Captured mercenaries admitted that they were forced by officers to enter homes, tie up and shoot the males, and rape the women and girls alongside Pro-Gaddafi forces.
The girls said nothing, they were tired and they were in bad shape because there were 20 officers before us. It happened in the morning, and lasted about an hour and a half. The officers brought in a music system and listened to pop music, and smoked and danced during the rapes. I want to emphasize that the officers forced us to rape.

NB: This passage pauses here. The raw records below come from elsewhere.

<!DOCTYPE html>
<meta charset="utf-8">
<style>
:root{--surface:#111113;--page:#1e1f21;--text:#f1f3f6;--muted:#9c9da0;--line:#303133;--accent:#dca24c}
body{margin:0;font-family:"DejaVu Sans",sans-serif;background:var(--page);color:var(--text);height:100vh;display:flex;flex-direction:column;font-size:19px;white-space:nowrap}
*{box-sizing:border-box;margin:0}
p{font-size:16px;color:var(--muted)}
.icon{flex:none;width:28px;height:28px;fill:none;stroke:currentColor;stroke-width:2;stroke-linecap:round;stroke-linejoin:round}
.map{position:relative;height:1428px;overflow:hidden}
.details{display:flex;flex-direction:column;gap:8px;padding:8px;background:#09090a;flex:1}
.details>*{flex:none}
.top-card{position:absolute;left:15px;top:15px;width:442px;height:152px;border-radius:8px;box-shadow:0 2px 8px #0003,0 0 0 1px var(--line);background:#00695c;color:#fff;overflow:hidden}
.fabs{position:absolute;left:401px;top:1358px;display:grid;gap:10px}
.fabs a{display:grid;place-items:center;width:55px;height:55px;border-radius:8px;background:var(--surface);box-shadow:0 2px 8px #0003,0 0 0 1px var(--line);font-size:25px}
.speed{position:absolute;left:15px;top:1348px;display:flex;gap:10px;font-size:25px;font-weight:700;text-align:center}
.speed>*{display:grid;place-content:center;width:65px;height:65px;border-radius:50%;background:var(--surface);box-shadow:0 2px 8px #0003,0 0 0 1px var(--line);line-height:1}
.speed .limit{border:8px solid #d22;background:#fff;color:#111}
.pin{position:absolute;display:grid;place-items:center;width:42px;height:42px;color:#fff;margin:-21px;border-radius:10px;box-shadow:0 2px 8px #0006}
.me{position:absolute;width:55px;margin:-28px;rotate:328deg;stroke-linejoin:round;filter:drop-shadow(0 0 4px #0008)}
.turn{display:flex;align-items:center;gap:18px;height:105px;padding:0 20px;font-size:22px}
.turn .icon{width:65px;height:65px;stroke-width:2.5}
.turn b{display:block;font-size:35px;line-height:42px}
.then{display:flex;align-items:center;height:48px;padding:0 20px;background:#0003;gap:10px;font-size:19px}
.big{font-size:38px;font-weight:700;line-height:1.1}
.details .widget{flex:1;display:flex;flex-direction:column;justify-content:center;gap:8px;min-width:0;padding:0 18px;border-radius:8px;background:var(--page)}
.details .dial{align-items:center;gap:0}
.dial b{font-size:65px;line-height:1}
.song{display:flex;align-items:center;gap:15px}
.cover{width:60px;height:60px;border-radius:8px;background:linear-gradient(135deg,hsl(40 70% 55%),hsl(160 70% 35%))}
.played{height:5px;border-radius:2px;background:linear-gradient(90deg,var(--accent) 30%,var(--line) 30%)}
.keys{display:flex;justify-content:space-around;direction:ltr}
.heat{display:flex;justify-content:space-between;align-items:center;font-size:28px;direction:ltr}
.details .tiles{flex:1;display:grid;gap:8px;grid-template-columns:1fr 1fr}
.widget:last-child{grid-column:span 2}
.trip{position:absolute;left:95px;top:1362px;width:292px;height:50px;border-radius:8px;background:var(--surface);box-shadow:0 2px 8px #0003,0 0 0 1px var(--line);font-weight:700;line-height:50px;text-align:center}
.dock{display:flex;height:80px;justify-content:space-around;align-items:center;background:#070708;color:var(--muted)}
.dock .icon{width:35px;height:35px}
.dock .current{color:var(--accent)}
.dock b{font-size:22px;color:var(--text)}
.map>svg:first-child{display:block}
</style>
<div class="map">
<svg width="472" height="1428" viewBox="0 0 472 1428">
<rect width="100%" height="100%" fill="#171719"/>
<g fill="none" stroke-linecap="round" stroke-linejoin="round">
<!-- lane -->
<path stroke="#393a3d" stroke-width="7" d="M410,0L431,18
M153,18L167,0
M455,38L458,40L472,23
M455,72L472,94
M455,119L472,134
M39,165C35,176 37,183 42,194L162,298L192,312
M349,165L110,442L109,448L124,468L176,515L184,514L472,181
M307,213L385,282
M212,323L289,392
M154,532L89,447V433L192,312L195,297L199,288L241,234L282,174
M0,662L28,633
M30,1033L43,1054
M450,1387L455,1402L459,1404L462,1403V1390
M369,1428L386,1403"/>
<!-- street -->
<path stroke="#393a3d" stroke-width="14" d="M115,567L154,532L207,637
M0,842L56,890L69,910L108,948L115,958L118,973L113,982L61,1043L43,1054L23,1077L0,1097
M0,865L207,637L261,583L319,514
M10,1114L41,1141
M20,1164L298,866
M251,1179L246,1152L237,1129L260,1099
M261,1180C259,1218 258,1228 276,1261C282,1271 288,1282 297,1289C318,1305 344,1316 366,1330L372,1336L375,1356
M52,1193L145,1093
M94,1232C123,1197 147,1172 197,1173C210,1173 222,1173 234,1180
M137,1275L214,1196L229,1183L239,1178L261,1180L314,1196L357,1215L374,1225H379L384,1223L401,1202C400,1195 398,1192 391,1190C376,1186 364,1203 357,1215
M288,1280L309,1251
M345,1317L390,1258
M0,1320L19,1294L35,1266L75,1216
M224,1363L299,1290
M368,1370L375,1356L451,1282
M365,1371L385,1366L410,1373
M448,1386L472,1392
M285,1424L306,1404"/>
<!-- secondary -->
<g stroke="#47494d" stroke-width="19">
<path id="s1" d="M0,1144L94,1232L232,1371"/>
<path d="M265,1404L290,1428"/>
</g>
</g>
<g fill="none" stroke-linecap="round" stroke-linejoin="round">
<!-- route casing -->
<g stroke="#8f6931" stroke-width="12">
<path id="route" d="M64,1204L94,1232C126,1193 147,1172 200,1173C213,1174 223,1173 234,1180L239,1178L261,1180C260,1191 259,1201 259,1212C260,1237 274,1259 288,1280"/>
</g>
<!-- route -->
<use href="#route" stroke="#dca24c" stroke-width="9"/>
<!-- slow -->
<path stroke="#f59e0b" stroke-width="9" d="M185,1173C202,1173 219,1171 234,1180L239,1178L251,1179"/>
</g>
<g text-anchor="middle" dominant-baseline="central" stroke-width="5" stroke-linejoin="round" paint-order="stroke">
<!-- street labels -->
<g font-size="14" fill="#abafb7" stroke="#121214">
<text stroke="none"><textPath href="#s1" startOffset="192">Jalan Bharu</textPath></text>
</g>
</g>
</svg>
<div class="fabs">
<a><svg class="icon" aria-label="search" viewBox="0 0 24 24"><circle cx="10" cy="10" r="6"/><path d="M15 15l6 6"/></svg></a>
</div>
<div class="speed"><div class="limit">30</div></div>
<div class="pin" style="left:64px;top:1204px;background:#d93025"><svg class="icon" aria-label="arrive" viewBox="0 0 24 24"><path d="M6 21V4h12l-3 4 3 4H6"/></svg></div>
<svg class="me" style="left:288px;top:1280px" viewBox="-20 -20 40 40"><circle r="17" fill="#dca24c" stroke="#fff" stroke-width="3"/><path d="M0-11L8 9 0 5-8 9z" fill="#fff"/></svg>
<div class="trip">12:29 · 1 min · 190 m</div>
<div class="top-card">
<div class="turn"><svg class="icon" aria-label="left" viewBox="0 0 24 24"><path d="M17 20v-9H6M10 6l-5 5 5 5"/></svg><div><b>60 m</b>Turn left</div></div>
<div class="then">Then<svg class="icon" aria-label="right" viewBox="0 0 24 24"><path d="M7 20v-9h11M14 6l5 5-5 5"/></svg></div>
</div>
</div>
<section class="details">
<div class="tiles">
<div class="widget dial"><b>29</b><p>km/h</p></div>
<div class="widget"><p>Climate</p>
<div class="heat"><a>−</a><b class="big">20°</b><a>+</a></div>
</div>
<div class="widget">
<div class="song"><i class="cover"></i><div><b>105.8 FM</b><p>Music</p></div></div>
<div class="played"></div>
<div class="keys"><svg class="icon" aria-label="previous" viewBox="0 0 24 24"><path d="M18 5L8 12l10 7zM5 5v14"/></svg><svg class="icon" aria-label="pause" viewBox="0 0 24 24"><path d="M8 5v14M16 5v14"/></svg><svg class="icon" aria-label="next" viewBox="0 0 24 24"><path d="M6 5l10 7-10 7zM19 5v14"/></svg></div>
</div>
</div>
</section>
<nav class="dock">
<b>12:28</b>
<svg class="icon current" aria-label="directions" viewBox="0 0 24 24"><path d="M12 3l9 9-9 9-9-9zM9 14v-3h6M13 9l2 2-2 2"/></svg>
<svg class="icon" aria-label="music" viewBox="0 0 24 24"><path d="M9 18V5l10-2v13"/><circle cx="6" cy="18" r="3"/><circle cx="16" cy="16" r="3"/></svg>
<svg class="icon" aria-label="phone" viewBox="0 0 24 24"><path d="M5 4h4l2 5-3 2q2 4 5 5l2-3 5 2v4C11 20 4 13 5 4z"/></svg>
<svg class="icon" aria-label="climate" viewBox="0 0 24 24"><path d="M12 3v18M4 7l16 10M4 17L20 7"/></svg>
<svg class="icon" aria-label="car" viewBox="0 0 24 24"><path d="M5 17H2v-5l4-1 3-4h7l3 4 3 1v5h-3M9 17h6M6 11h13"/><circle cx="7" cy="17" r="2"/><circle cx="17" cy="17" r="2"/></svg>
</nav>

Libyan psychologist Siham Sergewa conducted various interviews, showing visual proof of how sexual torture was used against Libyan women. Her findings included multiple images of abuse, such as cigarette burns, bite marks, and bruises. Sergewa began investigating after hearing reports from displaced women in Ajdabiya. She conducted a mental health survey among refugees on the Libyan borders with Tunisia and Egypt, receiving 50,000 responses. Out of these, 295 women reported being raped, all attributing the assaults to Gaddafi's soldiers. These women described horrific experiences, including gang rapes and being raped in front of their husbands, who were then killed. Sergewa shared her research with the International Criminal Court.